Or would I have taught you how to hate...
what it is like to always have this nasty
distaste?
Would you choke upon it like I choked on my grief?
Would tears spring to your eyes,
at the most inopportune time?
Stealing your voice and the words you want to speak?
Did you drown in my grief, with me?
Or just sleep in sweet relief?
I hope for the latter to be true...
For the grief of all these passing years
would no doubt, paralyze you.
Resilience is your gift to me.
...Here's to enduring
another
22.


Twenty-two years ago, a young man I had been in a relationship with, chose to end his life. We had been separated for nearly 3 months when he made this deadly choice and it altered my life forever. It is hard to verbalize what this type of loss does to you. It is life-shattering.

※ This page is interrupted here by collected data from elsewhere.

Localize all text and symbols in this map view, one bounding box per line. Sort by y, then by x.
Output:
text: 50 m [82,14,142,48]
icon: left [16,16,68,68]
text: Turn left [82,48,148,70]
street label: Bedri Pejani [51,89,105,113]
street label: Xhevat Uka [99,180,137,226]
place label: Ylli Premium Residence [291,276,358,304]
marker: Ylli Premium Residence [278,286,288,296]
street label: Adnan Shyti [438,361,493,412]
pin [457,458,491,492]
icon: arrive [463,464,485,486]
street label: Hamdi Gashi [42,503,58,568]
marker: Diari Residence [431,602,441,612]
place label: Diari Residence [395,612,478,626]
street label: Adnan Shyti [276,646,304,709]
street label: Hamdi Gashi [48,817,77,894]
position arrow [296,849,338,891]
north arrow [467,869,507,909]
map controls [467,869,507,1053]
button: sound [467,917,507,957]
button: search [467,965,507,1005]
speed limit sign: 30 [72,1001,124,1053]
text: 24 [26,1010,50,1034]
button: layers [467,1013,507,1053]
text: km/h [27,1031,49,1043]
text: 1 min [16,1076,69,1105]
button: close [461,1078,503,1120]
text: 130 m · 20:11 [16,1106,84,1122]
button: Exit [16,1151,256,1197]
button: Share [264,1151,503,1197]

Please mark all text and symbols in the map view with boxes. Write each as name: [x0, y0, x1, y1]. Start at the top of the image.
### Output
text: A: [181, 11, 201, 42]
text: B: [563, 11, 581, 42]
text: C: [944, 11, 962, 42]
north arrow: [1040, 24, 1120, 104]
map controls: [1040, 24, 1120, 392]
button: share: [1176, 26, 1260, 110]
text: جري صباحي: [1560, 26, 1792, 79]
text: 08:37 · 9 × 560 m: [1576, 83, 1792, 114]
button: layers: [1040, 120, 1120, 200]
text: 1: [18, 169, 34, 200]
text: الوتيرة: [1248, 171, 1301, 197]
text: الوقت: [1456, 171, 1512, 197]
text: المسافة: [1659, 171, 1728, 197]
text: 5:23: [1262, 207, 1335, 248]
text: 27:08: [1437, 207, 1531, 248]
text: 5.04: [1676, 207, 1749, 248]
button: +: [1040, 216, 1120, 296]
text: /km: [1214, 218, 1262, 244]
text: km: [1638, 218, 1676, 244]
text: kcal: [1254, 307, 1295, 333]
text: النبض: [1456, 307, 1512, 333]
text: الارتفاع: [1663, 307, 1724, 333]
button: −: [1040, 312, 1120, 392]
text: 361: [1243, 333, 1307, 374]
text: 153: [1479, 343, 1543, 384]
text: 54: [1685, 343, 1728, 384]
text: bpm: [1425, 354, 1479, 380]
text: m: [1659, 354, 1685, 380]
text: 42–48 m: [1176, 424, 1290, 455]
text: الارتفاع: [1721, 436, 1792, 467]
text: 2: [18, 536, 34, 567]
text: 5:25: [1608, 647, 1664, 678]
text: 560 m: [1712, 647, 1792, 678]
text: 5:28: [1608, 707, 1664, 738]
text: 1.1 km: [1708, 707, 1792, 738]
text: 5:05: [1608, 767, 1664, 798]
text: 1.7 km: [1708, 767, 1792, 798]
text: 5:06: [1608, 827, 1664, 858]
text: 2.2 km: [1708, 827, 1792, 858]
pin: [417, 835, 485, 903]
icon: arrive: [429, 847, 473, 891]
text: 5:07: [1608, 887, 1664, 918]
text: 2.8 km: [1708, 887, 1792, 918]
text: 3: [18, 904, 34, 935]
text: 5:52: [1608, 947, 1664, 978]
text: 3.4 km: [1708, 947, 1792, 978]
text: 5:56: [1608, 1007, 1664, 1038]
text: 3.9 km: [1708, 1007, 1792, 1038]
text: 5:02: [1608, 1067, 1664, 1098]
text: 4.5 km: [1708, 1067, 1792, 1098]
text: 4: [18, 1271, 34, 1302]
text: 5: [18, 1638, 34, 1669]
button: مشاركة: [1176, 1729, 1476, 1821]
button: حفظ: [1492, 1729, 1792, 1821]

At the time of his death, I was already in a bad mental place. I was recovering from a divorce that ended differently than I had expected and that was a trauma all its own. I was trying to live my life without being the primary caregiver to my children and that was veryyyyyyyyyyyy hard. That was not the outcome I wanted or expected. In fact, this was just as life-altering and shattering to my mental health, and my life as a whole. So I was trying to come to terms with the way life was because I so desperately wanted it to be different but had no control over changing it.

***

His death, his suicide, was a new type of grief. Compounded on top of the soul-crushing sadness of not having my babies… this was a (at first) terrifying and (forever) dangerous place to exist.

I lived and died every day in the space between life and death where the grim reaper makes his selections and you can clearly see him coming for you but you have existed there so long it no longer scares you.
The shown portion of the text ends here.